§ To do
Locate every line in the records below that holds the word "list" and return each one.

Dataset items
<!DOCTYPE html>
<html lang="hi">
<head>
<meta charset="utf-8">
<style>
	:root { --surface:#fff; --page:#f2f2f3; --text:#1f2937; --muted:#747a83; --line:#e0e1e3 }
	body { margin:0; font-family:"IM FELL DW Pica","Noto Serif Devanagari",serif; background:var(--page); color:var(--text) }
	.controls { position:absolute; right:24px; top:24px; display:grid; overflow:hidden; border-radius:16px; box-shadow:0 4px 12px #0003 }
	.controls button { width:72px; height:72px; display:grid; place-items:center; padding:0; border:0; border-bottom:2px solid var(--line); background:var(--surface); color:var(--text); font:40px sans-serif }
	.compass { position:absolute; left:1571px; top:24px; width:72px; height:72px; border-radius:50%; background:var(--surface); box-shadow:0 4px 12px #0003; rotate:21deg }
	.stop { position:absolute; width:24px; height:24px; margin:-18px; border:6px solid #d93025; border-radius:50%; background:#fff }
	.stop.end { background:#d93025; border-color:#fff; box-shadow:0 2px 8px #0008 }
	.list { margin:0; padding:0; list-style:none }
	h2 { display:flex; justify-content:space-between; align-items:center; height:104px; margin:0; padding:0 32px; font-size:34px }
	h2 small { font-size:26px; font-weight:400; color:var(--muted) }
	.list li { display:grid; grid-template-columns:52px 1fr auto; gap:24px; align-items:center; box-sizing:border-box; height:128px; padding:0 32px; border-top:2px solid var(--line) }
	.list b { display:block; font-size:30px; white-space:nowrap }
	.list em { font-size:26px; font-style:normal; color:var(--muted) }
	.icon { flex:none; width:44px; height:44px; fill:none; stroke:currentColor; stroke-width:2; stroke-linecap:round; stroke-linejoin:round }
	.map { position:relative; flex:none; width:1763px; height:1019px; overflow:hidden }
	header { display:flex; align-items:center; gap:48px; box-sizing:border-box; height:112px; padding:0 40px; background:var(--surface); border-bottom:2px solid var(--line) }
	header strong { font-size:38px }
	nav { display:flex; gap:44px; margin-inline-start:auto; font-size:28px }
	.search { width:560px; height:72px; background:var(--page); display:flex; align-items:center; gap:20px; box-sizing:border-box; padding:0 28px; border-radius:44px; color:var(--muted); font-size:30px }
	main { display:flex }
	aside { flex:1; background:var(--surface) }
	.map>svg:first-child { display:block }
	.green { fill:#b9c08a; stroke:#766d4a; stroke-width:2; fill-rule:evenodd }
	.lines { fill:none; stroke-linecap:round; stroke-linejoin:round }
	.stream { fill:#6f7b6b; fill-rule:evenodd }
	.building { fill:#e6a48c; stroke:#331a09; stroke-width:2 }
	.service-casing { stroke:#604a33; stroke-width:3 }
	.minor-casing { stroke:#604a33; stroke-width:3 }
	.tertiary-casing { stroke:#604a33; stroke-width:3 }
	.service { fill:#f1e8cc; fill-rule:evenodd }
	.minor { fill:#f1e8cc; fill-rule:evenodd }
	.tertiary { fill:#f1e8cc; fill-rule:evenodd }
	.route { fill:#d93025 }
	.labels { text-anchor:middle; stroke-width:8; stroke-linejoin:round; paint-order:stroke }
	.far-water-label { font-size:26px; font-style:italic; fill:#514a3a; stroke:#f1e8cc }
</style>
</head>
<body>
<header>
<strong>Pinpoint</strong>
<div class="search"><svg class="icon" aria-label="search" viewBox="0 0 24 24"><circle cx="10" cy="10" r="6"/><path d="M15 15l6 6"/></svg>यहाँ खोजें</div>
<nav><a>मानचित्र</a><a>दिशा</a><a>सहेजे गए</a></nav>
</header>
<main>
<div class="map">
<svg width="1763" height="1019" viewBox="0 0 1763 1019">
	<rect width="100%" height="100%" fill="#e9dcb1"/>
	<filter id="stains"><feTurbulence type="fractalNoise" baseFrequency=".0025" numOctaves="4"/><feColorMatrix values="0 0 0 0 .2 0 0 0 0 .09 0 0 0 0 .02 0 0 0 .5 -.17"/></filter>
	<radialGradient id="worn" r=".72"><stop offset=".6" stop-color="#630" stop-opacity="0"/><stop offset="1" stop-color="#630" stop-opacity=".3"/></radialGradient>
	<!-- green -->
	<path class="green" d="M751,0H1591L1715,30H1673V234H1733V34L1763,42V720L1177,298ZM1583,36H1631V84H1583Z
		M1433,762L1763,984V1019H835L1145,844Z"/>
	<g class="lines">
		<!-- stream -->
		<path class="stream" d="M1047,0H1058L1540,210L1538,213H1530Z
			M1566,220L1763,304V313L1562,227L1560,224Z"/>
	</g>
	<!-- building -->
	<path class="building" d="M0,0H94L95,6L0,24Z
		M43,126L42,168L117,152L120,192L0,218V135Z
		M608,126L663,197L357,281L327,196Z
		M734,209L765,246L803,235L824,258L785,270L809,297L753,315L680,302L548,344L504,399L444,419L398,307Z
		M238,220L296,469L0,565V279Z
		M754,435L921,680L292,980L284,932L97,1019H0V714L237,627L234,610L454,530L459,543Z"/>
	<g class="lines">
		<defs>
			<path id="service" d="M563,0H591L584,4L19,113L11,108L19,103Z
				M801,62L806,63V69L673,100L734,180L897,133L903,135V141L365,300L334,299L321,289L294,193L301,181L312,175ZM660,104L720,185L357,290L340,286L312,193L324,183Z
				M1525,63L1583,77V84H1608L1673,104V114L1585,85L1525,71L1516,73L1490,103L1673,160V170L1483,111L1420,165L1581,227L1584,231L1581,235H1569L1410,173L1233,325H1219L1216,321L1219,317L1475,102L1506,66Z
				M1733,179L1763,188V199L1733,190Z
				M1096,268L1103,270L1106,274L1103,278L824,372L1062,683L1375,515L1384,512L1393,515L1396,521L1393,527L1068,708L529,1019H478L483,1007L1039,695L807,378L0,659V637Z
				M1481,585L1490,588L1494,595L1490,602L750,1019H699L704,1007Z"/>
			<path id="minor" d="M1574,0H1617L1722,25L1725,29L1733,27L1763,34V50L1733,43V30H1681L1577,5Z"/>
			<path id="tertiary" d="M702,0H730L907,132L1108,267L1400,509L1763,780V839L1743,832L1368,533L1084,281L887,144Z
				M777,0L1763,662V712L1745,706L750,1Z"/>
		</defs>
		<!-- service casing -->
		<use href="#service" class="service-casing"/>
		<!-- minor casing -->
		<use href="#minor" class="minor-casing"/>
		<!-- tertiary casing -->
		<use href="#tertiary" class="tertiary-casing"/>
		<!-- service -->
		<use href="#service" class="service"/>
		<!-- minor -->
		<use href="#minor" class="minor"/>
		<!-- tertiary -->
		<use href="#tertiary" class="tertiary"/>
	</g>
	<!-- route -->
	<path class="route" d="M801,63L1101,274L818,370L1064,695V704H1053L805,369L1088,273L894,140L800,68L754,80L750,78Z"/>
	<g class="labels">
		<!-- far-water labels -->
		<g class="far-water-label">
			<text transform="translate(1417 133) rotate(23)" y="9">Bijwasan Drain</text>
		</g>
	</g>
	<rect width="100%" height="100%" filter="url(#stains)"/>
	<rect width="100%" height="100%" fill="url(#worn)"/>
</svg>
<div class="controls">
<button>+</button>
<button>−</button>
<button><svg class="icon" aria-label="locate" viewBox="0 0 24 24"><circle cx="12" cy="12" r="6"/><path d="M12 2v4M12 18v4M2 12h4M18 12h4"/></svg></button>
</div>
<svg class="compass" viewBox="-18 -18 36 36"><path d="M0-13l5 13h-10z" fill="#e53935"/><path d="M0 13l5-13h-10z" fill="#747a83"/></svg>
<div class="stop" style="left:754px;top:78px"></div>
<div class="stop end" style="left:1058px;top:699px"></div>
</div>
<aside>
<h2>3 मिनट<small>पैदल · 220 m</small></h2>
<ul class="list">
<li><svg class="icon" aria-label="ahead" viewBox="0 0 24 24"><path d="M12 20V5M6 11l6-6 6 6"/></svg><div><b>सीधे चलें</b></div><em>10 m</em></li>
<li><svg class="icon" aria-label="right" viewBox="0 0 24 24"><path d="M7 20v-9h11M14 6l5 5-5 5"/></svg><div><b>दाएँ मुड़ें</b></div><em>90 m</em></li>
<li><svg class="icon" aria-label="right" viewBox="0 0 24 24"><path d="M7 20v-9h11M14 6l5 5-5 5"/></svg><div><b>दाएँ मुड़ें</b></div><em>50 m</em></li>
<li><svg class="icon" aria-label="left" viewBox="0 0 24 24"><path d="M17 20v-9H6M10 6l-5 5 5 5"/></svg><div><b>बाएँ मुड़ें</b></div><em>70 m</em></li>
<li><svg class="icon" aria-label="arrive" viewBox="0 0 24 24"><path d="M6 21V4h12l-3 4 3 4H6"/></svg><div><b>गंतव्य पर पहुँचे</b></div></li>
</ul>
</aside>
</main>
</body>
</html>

§ Worked solution
	.list { margin:0; padding:0; list-style:none }
	.list li { display:grid; grid-template-columns:52px 1fr auto; gap:24px; align-items:center; box-sizing:border-box; height:128px; padding:0 32px; border-top:2px solid var(--line) }
	.list b { display:block; font-size:30px; white-space:nowrap }
	.list em { font-size:26px; font-style:normal; color:var(--muted) }
<ul class="list">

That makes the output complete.